Some of the nastiest chemicals released during the war were polychlorinated biphenyls, or PCBs. Banned in the United States since 1977, PCBs are still used as insulating fluids in Yugoslavian transformers and other electrical equipment. Widespread bombardment of such installations, intended to disrupt electrical power supplies, may have released large quantities of PCBs into the soil. PCBs are carcinogenic and can impair fetal development.
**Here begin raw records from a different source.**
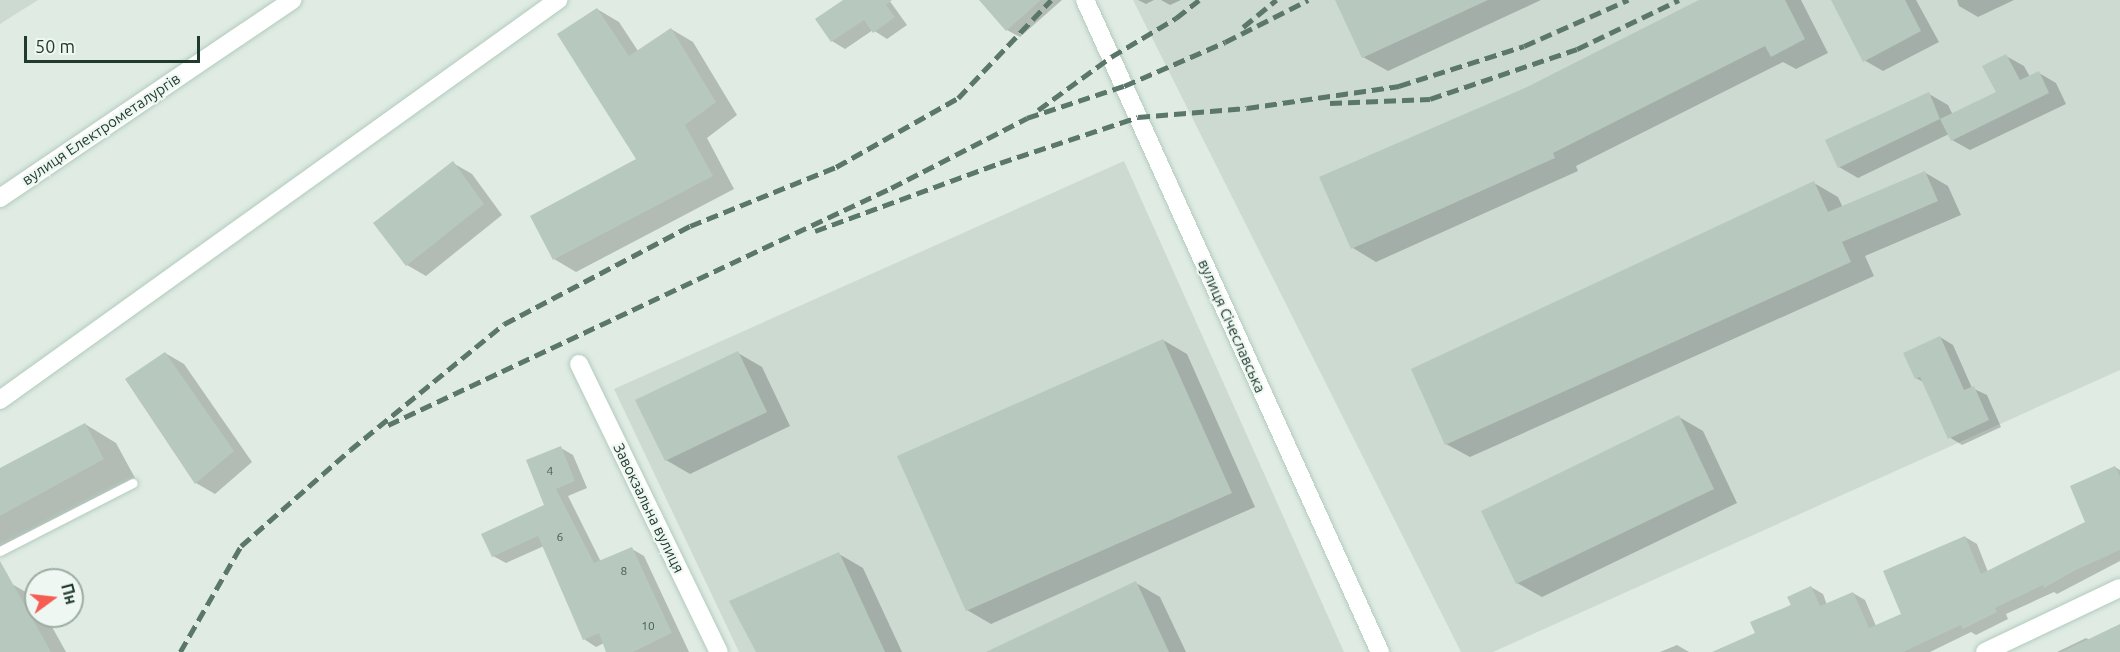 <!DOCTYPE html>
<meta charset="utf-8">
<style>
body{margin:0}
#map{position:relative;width:2120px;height:652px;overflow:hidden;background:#dfebe3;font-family:Ubuntu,sans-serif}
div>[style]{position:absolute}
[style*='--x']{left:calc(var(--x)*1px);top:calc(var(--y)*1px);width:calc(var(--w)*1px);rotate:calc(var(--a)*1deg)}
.built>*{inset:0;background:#cddad2}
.shadow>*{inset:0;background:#0003}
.building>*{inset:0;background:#b7c8be}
.roads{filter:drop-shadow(0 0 2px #b2cbbd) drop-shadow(0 0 2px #b2cbbd)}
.lane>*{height:9px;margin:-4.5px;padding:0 4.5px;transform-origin:4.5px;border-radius:4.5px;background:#fff}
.street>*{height:18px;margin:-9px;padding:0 9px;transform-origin:9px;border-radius:9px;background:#fff}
.secondary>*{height:18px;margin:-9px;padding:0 9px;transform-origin:9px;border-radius:9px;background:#fff}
.rail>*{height:4.5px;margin-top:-2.25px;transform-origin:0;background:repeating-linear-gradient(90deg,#5a776a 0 12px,transparent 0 18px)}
span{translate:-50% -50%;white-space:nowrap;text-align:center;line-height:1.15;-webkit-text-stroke:4.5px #eff7f2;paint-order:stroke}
.number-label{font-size:12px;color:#465e52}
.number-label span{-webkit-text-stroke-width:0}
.street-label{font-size:15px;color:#203b2e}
.north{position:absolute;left:24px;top:568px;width:60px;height:60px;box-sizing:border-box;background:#eff7f2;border:2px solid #9caca4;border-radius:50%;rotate:75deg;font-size:16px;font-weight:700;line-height:24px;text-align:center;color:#203b2e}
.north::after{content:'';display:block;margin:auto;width:21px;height:27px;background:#f55c52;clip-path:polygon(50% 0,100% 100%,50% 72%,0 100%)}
.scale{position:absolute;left:24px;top:36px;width:176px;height:27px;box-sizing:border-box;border:3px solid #203b2e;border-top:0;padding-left:8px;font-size:18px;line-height:21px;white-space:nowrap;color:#203b2e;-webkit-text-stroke:4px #eff7f2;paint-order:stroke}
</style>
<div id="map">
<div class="built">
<i style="clip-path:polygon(0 0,38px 0,0 24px)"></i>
<i style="clip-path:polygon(1133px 0,2120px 0,2120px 370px,1493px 652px,1461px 652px)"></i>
<i style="clip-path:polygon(1124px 161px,1344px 652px,739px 652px,614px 389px)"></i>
</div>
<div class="shadow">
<i style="clip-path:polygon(846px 0,889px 0,907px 25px,887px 39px,873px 30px,845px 49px,832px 41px,818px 20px)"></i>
<i style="clip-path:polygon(991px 0,1062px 0,1020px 37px,1007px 30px)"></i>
<i style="clip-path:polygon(1138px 0,1154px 0,1146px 4px)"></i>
<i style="clip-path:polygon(1161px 0,1181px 0,1170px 5px)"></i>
<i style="clip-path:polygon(1337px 0,1541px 0,1388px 71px,1363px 57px)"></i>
<i style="clip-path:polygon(1702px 0,1801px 0,1828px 53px,1796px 69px,1783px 62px,1576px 166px,1578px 171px,1376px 262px,1353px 248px,1321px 177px,1527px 88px)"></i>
<i style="clip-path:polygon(1832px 0,1916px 0,1939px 42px,1883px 71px,1864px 60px)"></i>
<i style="clip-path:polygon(1957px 0,2014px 0,1978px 17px,1959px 6px)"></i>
<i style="clip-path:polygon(597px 9px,619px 22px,638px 51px,671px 29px,693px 42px,737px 115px,707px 138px,734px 189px,576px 272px,554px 259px,638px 160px)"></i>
<i style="clip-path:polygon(2006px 56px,2024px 66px,2030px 77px,2039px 73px,2056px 83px,2066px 104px,1970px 150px,1952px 140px,1949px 134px,1858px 178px,1839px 167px,1929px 94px,1948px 105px,1953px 115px,1998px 93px)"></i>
<i style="clip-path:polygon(453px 163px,472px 174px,502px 215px,426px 276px,407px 265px)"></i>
<i style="clip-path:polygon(1924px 172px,1948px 186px,1961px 215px,1865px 256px,1874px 276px,1470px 457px,1446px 444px,1814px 183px,1838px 197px,1843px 208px)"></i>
<i style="clip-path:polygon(1940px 337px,1953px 345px,1972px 388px,1987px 395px,2001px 427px,1962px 445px,1949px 437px,1925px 383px,1916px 378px)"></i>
<i style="clip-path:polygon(1163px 340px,1187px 354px,1255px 507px,991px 624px,967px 610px)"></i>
<i style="clip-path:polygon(165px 353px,184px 364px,252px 462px,215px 494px,196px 483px)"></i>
<i style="clip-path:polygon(738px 353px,762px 367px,790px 426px,690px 474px,666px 460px)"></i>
<i style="clip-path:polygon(1679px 417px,1703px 431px,1737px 503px,1542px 597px,1517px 583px)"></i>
<i style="clip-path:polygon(85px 424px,116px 443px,135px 478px,0 551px,0 470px)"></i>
<i style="clip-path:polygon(561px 448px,573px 455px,587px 488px,568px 496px,601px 562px,632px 549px,644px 556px,689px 652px,608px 652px,604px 643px,596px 647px,584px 639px,544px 546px,506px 563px,493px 556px,546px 506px)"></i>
<i style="clip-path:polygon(2115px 467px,2120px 470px,2120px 561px,2057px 594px,2054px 592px,2006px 614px,2008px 619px,1976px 635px,1971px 632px,1930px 652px,1716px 652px,1757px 634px,1811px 587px,1823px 594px,1827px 605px,1853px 593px,1865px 600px,1876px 626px,1903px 614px,1965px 537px,1977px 544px,1988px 572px,2087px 523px)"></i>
<i style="clip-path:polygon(839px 554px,863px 568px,902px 652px,758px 652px)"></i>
<i style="clip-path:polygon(1136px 583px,1160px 597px,1186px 652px,989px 652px)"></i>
<i style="clip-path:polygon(12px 584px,36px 598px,36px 616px,46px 616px,66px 652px,0 652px,0 591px)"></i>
<i style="clip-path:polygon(2120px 626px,2120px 652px,2057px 652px,2086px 638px,2090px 640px)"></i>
<i style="clip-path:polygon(1677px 645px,1689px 652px,1660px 652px)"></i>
</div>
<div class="building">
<i style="clip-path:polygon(843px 0,892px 0,886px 5px,895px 17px,873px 33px,864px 20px,831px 42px,815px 19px)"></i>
<i style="clip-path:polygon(979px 0,1041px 0,1006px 31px)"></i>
<i style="clip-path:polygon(1335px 0,1488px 0,1362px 58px)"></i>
<i style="clip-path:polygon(1699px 0,1785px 0,1805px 39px,1771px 57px,1765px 46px,1553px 153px,1555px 158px,1351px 249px,1319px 177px,1527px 87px)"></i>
<i style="clip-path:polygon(1831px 0,1905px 0,1921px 31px,1863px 62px)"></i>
<i style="clip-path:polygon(597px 8px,629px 56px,671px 28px,716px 102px,685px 125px,713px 176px,553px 260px,530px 216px,636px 159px,557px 34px)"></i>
<i style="clip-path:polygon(2006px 54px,2020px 80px,2039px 71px,2049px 93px,1951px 141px,1940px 119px,1996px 92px,1982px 66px)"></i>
<i style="clip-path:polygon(1929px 92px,1940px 119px,1838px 168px,1825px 140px)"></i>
<i style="clip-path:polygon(453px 161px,484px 204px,406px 266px,373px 223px)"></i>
<i style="clip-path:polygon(1925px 171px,1938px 201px,1842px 242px,1851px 262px,1445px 445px,1411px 369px,1814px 181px,1828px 212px)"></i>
<i style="clip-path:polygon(1940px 336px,1964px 390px,1974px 386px,1989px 420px,1948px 439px,1920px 377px,1915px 379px,1903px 353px)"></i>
<i style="clip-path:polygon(1163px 339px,1232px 493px,966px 611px,897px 456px)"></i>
<i style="clip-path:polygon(738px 351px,767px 412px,665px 461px,635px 400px)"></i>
<i style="clip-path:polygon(165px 352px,234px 451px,195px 484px,125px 379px)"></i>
<i style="clip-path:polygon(1679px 415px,1714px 489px,1516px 584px,1481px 511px)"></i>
<i style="clip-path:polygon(85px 423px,104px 459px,0 516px,0 468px)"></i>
<i style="clip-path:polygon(561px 446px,575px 481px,556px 489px,594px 563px,632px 547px,672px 633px,633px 652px,606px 652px,599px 633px,583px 640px,538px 536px,492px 557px,481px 534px,544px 505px,526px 460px)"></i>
<i style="clip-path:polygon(2115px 466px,2120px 477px,2120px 550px,2076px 570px,2044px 588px,2043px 585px,1995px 608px,1997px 612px,1963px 629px,1961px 625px,1903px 652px,1712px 652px,1755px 633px,1750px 622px,1791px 605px,1787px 597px,1811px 586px,1820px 606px,1853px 592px,1869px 628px,1901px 614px,1883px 571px,1965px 536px,1981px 574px,2085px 522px,2070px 486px)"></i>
<i style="clip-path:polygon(839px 552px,885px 652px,756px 652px,729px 601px)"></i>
<i style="clip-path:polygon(0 561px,51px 652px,0 652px)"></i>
<i style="clip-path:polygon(1136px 581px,1169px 652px,986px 652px)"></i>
<i style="clip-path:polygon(2120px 624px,2120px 652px,2062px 652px)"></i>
</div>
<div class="roads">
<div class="lane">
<i style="--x:0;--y:551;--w:149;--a:-27.1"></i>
</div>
<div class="street">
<i style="--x:1085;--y:0;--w:716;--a:65.66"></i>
<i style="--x:579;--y:364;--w:320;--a:64.1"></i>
<i style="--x:0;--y:400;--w:687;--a:-35.63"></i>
<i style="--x:1985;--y:652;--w:149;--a:-25.4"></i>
</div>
<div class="secondary">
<i style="--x:0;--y:198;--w:353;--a:-34.1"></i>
</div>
</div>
<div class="rail">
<i style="--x:1243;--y:27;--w:43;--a:-39.3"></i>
<i style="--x:1330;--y:103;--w:100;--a:-2.3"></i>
<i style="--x:1430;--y:99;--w:155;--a:-18.8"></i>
<i style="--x:1577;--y:49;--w:113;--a:-25.7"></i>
<i style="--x:1038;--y:110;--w:90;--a:-36"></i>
<i style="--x:1111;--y:57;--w:76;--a:-31"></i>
<i style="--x:1176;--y:18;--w:29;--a:-38"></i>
<i style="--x:815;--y:231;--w:197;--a:-20.2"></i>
<i style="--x:1000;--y:163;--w:145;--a:-18.4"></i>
<i style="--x:1138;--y:117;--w:109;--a:-4.7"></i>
<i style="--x:1247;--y:108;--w:154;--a:-8.2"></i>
<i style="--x:1399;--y:86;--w:131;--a:-17.7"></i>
<i style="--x:1524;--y:46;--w:114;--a:-23.9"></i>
<i style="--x:388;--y:425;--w:556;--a:-25.23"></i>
<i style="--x:891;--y:188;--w:153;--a:-27.2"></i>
<i style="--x:1027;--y:118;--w:102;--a:-18.3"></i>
<i style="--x:1124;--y:86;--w:110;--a:-23.5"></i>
<i style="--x:1225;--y:42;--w:93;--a:-26.8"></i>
<i style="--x:180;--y:652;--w:122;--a:-60.1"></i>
<i style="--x:241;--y:546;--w:145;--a:-41.4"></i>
<i style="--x:350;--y:450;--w:199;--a:-39.3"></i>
<i style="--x:504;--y:324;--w:210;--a:-27.8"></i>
<i style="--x:690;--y:226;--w:157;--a:-22"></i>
<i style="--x:836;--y:167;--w:140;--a:-29.5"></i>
<i style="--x:958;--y:98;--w:135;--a:-46.5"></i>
</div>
<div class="number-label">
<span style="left:550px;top:471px">4</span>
<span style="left:560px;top:537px">6</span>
<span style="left:624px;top:571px">8</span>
<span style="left:648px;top:626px">10</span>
</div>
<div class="street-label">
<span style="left:101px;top:129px;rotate:-34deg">вулиця Електрометалургів</span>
<span style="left:1232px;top:326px;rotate:66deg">вулиця Січеславська</span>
<span style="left:649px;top:508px;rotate:64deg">Завокзальна вулиця</span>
</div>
<div class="north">Пн</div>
<div class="scale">50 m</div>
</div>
Also in the noxious brew: ammonia, vinyl chloride, and ethylene dichloride. An estimated 18,000 tons of these chemicals were discharged during the April 1999 bombing of a petrochemical complex in Pancÿevo, which lies on the banks of the Danube River and which once manufactured fertilizers and polyvinyl chloride. Ammonia can permanently damage the eyes, nose, mouth, and lungs. Exposure to vinyl chloride can lead to liver cancer. Ethylene dichloride, which can damage the heart, brain, kidneys, and lungs, was disgorged into a channel that flows into the Danube-the source of drinking water for millions of people in Yugoslavia, Romania, Bulgaria, and Moldova.

"Even though the bombing was for the most part precision-except for missed targets and cluster bombs-the ecological effects will be pretty indiscriminate," says Arjun Makhijani, president of the Institute for Energy and Environmental Research in Takoma Park, Maryland.